**The problem**
Once the lines below holding the string "Bowd" are counted, give that number alone.

**Records for the exercise**
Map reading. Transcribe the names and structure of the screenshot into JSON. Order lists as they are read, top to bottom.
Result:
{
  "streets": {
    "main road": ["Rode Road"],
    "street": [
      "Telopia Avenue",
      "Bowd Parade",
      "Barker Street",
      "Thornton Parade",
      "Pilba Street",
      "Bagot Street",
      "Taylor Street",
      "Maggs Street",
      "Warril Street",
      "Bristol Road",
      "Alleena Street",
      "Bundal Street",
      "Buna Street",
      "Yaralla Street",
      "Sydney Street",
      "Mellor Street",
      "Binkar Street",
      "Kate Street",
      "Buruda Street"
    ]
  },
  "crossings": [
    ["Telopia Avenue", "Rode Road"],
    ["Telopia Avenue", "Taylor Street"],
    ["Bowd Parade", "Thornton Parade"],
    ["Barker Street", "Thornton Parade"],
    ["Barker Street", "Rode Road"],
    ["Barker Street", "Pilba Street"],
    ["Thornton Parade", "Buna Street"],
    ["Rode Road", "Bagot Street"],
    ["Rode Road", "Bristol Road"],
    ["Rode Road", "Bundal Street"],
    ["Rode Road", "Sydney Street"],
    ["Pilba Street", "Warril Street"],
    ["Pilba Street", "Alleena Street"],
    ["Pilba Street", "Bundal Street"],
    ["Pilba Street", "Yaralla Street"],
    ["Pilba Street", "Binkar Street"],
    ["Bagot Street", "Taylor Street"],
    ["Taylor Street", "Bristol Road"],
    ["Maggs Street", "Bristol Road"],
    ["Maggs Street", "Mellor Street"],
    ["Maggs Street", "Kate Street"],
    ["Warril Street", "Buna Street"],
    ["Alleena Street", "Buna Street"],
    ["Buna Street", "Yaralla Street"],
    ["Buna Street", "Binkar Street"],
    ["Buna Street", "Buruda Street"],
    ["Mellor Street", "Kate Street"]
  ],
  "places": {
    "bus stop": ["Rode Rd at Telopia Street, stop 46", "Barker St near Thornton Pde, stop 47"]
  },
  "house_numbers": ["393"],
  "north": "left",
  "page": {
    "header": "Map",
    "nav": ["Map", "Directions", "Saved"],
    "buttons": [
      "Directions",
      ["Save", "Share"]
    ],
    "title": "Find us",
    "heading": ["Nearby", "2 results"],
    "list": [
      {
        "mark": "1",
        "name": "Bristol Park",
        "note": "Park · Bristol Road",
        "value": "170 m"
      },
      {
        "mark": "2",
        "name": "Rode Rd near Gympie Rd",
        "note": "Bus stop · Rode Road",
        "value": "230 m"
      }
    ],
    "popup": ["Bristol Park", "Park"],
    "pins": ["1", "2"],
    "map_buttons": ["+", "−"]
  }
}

**Solution**
2